## Prompt
Collect each line of the records containing the string "Almir".

[Collected data]
+++

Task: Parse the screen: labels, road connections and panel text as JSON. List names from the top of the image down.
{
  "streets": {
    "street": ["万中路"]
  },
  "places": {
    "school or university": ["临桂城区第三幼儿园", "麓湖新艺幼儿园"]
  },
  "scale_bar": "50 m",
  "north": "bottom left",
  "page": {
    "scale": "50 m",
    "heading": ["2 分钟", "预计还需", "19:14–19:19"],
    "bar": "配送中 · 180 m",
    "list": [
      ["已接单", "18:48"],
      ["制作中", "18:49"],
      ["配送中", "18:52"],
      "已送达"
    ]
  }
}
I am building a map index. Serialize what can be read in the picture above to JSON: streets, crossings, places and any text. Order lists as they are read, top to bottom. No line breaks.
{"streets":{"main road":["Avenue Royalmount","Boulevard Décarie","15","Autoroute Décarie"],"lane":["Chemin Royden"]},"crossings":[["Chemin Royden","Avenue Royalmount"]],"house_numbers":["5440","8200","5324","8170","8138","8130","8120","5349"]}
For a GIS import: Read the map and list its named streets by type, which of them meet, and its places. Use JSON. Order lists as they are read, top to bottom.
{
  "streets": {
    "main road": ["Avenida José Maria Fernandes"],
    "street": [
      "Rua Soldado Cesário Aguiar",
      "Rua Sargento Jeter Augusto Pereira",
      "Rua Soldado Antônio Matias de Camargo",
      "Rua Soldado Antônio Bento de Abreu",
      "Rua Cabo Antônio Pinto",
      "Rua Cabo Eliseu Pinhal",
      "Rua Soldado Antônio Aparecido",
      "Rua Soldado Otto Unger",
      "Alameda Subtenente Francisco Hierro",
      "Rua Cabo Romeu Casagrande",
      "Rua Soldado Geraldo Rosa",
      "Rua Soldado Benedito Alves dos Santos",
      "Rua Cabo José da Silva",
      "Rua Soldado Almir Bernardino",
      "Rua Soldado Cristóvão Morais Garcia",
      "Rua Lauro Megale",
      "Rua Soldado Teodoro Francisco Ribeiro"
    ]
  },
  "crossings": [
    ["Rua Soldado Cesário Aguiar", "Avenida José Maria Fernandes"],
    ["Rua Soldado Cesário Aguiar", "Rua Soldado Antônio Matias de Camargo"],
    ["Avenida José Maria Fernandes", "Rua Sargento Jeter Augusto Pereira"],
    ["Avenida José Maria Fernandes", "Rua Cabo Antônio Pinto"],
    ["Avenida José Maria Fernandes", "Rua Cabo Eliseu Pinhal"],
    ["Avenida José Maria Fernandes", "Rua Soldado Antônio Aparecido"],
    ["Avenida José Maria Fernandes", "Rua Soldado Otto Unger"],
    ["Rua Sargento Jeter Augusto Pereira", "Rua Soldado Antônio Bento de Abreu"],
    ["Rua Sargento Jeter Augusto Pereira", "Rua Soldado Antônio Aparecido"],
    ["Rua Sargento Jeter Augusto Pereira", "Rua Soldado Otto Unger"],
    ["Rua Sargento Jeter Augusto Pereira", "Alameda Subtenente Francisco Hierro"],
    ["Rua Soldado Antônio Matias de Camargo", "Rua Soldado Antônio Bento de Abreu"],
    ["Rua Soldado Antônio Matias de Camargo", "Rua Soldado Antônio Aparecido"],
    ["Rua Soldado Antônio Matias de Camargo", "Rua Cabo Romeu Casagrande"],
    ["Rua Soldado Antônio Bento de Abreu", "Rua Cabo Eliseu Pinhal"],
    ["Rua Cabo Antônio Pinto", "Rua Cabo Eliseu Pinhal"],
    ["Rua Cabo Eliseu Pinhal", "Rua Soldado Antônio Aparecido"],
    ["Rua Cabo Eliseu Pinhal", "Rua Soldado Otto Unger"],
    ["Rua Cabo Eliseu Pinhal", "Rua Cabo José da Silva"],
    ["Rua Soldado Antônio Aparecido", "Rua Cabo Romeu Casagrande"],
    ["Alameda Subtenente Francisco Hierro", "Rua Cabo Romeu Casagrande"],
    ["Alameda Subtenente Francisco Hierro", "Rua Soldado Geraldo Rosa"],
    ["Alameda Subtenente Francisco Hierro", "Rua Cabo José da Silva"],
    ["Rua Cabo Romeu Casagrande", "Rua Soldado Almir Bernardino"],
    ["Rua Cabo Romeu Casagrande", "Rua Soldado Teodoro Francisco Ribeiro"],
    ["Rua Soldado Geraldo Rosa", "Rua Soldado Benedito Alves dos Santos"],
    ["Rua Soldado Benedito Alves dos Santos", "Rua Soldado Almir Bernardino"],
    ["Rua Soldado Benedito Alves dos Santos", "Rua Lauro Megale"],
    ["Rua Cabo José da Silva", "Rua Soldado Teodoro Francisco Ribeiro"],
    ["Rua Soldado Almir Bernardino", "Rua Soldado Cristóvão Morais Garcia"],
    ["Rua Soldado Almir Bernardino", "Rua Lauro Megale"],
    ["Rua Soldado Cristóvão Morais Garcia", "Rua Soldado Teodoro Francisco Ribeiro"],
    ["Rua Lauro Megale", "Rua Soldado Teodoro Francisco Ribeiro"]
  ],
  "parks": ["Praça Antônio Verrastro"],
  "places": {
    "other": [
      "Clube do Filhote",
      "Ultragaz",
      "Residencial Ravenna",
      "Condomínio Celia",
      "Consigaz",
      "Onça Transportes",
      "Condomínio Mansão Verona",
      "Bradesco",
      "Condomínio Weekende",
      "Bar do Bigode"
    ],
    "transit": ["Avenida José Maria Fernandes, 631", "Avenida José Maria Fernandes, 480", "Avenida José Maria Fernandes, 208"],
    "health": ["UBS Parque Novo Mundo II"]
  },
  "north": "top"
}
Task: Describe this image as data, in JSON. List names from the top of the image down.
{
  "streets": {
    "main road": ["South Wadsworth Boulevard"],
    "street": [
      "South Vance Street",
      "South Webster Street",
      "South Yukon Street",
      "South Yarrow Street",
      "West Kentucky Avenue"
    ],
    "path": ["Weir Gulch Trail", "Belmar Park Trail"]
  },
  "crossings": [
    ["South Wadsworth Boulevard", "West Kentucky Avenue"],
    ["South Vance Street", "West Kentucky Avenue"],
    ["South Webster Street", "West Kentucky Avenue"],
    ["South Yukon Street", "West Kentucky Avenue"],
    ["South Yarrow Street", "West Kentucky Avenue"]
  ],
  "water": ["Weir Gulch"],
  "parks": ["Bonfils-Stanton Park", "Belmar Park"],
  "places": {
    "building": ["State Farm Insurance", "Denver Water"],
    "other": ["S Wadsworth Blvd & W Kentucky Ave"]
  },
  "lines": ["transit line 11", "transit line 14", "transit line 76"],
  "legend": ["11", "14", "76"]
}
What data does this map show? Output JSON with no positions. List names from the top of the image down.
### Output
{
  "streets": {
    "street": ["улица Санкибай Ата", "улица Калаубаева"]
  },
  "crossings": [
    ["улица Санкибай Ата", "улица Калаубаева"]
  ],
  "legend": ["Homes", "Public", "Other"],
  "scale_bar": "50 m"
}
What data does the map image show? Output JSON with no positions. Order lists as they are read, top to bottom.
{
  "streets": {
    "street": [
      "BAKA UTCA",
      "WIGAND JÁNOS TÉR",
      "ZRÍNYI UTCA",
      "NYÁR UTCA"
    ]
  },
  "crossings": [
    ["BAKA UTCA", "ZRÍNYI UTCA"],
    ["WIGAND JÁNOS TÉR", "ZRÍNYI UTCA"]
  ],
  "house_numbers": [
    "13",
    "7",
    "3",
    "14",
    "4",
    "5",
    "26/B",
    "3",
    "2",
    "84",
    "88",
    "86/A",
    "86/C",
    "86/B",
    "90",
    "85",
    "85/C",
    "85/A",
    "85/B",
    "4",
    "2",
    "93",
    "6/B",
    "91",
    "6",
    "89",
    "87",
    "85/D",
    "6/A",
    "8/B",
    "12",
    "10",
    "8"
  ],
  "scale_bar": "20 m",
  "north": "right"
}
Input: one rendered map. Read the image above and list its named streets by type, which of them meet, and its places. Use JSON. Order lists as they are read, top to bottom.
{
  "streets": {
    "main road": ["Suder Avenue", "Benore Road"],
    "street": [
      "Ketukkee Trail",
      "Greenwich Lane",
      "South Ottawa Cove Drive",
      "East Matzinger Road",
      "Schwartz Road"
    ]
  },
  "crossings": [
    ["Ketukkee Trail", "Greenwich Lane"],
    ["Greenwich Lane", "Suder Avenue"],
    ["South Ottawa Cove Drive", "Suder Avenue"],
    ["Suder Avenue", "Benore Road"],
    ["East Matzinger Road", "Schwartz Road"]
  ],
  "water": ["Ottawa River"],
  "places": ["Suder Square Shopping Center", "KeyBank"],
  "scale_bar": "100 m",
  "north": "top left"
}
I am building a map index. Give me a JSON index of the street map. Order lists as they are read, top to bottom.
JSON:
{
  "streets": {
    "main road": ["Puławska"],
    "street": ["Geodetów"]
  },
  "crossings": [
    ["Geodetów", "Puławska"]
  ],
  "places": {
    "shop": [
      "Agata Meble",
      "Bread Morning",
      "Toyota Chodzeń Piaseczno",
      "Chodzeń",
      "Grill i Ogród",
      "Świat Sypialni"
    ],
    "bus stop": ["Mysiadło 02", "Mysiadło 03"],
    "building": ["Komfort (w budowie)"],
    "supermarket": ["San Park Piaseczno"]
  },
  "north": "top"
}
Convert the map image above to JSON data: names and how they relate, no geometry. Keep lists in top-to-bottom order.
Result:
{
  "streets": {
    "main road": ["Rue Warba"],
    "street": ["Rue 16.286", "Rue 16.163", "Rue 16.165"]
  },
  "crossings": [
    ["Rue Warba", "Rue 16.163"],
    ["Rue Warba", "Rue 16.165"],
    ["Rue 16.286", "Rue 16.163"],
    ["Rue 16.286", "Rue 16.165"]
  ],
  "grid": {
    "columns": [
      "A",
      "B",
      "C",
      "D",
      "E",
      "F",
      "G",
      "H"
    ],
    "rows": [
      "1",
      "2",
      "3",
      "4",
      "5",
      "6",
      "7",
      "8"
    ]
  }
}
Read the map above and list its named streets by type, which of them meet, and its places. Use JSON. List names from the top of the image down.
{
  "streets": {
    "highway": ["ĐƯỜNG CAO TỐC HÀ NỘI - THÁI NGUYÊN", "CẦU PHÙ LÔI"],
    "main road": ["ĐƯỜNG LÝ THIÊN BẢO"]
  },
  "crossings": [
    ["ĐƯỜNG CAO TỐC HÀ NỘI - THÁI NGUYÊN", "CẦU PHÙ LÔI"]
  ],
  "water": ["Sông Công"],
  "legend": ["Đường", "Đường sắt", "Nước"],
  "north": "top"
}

+++

## Written solution
      "Rua Soldado Almir Bernardino",
    ["Rua Cabo Romeu Casagrande", "Rua Soldado Almir Bernardino"],
    ["Rua Soldado Benedito Alves dos Santos", "Rua Soldado Almir Bernardino"],
    ["Rua Soldado Almir Bernardino", "Rua Soldado Cristóvão Morais Garcia"],
    ["Rua Soldado Almir Bernardino", "Rua Lauro Megale"],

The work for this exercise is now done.